The claim came from a chain e-mail that included many other assertions, including one that said a “health choices commissioner” would decide health benefits and that individual consumers would have no choices. This claim, too, got a “pants on fire” from PolitiFact.
“This chain e-mail is very persuasive in many ways because it has specific language, page numbers from the bill, but when you look at what it uses to back up a claim like that, it’s just not true,” Adair says. “There is a health commissioner that would be responsible for running the exchange under the main bills that have been discussed, but it’s not like that person would say you couldn’t get coverage or you could. That person would just be responsible to administer what the general standards were for the programs.”
Bogus claims aren’t just coming from those who oppose an overhaul. Democratic Rep. Russ Carnahan of Missouri recently claimed that the Congressional Budget Office estimated the current plan would create a $6 billion surplus over 10 years. Adair’s group has rated that as false.

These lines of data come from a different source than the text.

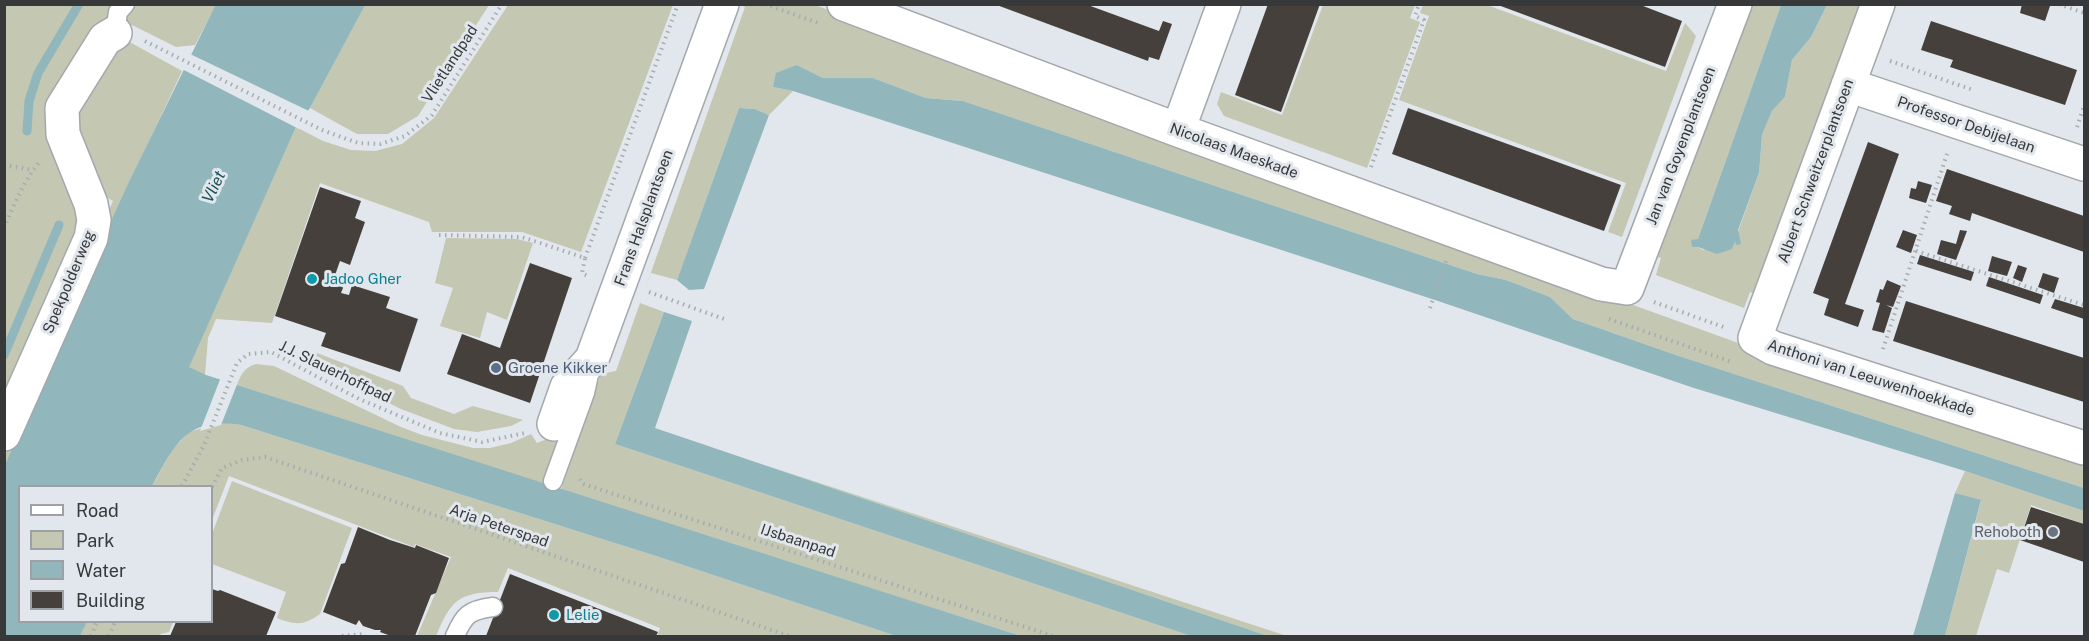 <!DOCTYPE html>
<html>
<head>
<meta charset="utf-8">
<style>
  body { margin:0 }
  #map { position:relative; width:2089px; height:641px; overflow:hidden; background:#e1e7ec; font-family:"Public Sans",sans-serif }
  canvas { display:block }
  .frame { position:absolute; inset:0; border:6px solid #36383a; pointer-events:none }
  .legend { position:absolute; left:18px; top:485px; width:195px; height:138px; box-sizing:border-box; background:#e1e7ec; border:2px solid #9da1a5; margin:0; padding:8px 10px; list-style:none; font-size:18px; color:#36383a }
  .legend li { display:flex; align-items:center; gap:12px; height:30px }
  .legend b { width:30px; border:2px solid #9da1a5 }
</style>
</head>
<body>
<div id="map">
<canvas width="2089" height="641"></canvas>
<div class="frame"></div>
<ul class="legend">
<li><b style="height:8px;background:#fff"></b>Road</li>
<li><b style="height:16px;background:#c4c7b2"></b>Park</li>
<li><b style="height:16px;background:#91b7bc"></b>Water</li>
<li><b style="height:16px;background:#45403c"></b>Building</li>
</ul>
</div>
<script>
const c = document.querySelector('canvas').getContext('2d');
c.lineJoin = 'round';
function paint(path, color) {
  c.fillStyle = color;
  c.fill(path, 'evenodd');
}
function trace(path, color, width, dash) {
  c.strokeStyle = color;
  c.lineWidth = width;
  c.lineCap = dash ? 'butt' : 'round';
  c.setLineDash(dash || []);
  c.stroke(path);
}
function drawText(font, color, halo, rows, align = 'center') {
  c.font = font + ' "Public Sans",sans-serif';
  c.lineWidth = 6;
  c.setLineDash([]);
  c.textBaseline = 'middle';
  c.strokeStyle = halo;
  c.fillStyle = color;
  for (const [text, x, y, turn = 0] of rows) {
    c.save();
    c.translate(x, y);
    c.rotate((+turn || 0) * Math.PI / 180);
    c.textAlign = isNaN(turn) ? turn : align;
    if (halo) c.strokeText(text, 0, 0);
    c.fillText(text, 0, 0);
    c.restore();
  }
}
paint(new Path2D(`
  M365,4L489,5L418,116L388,134H357L310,108Z
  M738,4L815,5L1177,140L1741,344L2084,459V488L1676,355L1573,319L1550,297L1506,280L1477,274L963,101L926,98L873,78H823L797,65L773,87L793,91L769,115L755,109L739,108L677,280L651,273L640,303L664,312L615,444L1191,636H1021L561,490L601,374L616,371L745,7Z
  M4,5H216L195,45L176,47L134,26L110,18L61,86L87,223L4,423Z
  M508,5H673L581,252L522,232H432L429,222L320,183L272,323L216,319L208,338L205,375L188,367L296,127L323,141L351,150L375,151L402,144L434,118Z
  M1323,5H1415L1410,18L1420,22L1367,168L1224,116L1217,104L1221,92L1282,115Z
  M1423,5H1487L1666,71L1685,23L1696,36L1622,237L1608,232L1626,183L1399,100L1429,16L1420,13Z
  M1745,5H1781L1698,239V247L1703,250L1735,240L1759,173L1762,135L1772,111L1785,97L1792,60L1811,37L1827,5H1868L1760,295L1750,292L1744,308L1656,275L1661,258L1652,255Z
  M126,40L182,71L62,328L5,465V454L113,201L106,197L100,208L70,108Z
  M446,238L517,239L533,243L507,320L487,312L480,338L440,326L453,288L435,283Z
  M317,353L403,386L411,398L454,414L473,406L523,420L511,426L477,432L454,429L401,409L313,365Z
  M256,364L274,366L401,427L422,435L473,448H490L511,443L531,434L537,443L561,433L542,484L237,385C241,374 244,368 256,364Z
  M222,422L241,425L656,556L896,636H657L660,628L508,568L498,592C458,592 451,601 436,636H417L451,557L415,544L414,547L229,476L212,520V486H152L172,450L189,432Z
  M655,428L728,453L1287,636H1268Z
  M1965,471L2084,511V524L2031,505L2009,573L1997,569L1976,636H1945L1981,501L1955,493Z
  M232,481L352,528L320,614C303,626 295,625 277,618L286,592L212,564V534Z
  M87,622H173L169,632L161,634L159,636H80Z`), '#c4c7b2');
paint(new Path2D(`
  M216,4L365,5L310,108L296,127L189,367L206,375L1021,636H896L656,556L241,425C186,417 175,444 152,486H20V622H87L80,636H5V465L62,328L128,184Z
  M1781,5H1827L1811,37L1792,60L1785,97L1772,111L1762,135L1759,173L1738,230L1741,244L1736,245L1735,241L1732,249L1717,254L1698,247H1692L1691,240L1698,239Z
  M797,65L823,78H873L926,98L963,101L1477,274L1506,280L1550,297L1573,319L1676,355L2084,488V511L1965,471L1694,388L1435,300L793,91L773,87L776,73Z
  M739,108L755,109L769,115L704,289L689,290L677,280Z
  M664,312L692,321L655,428L1268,636H1191L615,444Z
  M1955,493L1981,500L1945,636H1913Z`), '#91b7bc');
paint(new Path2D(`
  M188,53L311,112L299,129L180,68Z
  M221,377L238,382L221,425L200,431Z`), '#e1e7ec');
trace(new Path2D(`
  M27,131L29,101L38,73L79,4
  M4,355L59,225`), '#91b7bc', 9);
paint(new Path2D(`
  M994,4H1085L1159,31L1163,21L1172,24L1159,60L1149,57L1148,61Z
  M1268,4H1320L1281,112L1235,95Z
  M1638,4L1682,21L1665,67L1498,5Z
  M2022,4L2050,6L2045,21L2020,13Z
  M1931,21L2077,70L2065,105L1950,67L1953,60L1921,50Z
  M1408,108L1621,185L1604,231L1392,154Z
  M1868,142L1899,154L1845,304L1864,310L1858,327L1824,315L1829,299L1813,293Z
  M1947,169L2084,216V252L1972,213L1970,221L1949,214L1952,206L1936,201Z
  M1918,181L1932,185L1926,203L1909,198L1911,188L1916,189Z
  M320,187L361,201L355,218L365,222L350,265L340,261L334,278L339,280L343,288L341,293L349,295L352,285L390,297L386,308L418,319L400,372L321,346L326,333L275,316Z
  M1903,230L1917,235L1911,253L1896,247Z
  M1960,230L1967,231L1956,260L1937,254L1941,240L1956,244Z
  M1920,255L1974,272L1971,281L1917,264Z
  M1992,256L2012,262L2007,276L1988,271Z
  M530,263L572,278L530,403L447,374L462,334L500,348Z
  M2018,265L2027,268L2022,282L2013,278Z
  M2043,273L2059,278L2054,293L2038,287Z
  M1989,277L2043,295L2040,304L1986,286Z
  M1887,280L1901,286L1893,307L1886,305L1892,308L1884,333L1872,330L1880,303L1876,302L1880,289L1883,290Z
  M2055,299L2084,308V319L2051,308Z
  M1906,301L2084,358V402L1893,341Z
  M2031,507L2084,524V562L2020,540Z
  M358,527L390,540L415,548L416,545L449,558L436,593L431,595L415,636H391L380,632L381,630H375L363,626L359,620L356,625L323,612L341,564L345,563Z
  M510,574L658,632L656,636H486Z
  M212,589L218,591L220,590L276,612L266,636H170L176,622H212Z`), '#45403c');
const service = new Path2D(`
  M115,33L118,12L125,4
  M553,481L585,393L590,370
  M455,636C464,615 469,610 493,607`);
const minor = new Path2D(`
  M844,4L1178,130L1601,284L1627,288L1735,4
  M1878,4L1755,338L1773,348L2084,448
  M1848,85L2084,164
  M1178,130L1224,4
  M554,424L567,387L592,359L722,4
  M4,434L91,238L94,220L91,204L63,134L62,108L105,39L115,33`);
trace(service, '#a2a8ac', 21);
trace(minor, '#a2a8ac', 36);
trace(new Path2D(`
  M765,4L818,23
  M2059,4L2084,13
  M145,41L322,130L358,143L380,144L405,136L432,115L502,4
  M1890,61L1973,90
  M2077,127L2084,106
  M4,165L33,170
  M1371,167L1424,20L1415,16L1419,4
  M4,228C14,205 24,180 41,160
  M439,235L522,237L585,258L582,273L588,276
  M1916,251L2084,305
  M585,258L678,4
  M649,292L724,319
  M1654,302L1726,328
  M1430,308L1446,261
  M1609,319L1732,362
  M1883,349L1948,151
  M580,479L583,484L1053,636
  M182,486L204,445L237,363L248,354L271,352L359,399L440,433L482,442L525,433
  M212,487L222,468L242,460L265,457L789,636
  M91,636L97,622
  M109,636L115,622
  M342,636L364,634L365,636`), '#a7acb0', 4, [1.5, 4.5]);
trace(service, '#fff', 18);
trace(minor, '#fff', 33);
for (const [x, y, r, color] of [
  [312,279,6,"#0f9aa8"],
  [496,368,6,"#5c6f8a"],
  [2053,532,6,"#6b7280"],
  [554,615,6,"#0f9aa8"]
]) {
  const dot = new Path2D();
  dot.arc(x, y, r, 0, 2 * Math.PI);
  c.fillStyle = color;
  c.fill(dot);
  trace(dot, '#e1e7ec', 2);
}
drawText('15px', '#36383a', '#e1e7ec', [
  ["Vlietlandpad",450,64,-57],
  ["Professor Debijelaan",1966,125,19],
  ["Jan van Goyenplantsoen",1681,146,-69],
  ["Nicolaas Maeskade",1234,151,20],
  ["Albert Schweitzerplantsoen",1816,171,-70],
  ["Frans Halsplantsoen",644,218,-70],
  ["Spekpolderweg",69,282,-67],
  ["J.J. Slauerhoffpad",335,372,26],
  ["Anthoni van Leeuwenhoekkade",1871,378,18],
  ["Arja Peterspad",499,526,19],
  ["IJsbaanpad",798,541,18]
]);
drawText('15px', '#0d838f', '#e1e7ec', [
  ["Jadoo Gher",324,279],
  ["Lelie",566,615]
], 'left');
drawText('15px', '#4e5e75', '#e1e7ec', [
  ["Groene Kikker",508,368]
], 'left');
drawText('15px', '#5b616d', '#e1e7ec', [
  ["Rehoboth",2041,532]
], 'right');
drawText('italic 16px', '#185056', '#e1e7ec', [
  ["Vliet",214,187,-64]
]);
</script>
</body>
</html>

“That really was a little bit of budget trickery there,” he says. “He is wrong that the CBO said this. The CBO said that the health care plan would post a deficit of something like $239 billion, something like that.
“What he’s doing is including some other numbers to try to erase that and actually make it look like a $6 billion surplus, but that’s not what the CBO says.”
Adair says that because much of the action in the health care debate has been on the side of the groups that oppose an overhaul, that side is also responsible for much of the misinformation.
“I think much of the dialogue is being set by the critics who are making some very strong claims about this, and when we check them out, we find that many of them are exaggerated or completely false,” he says.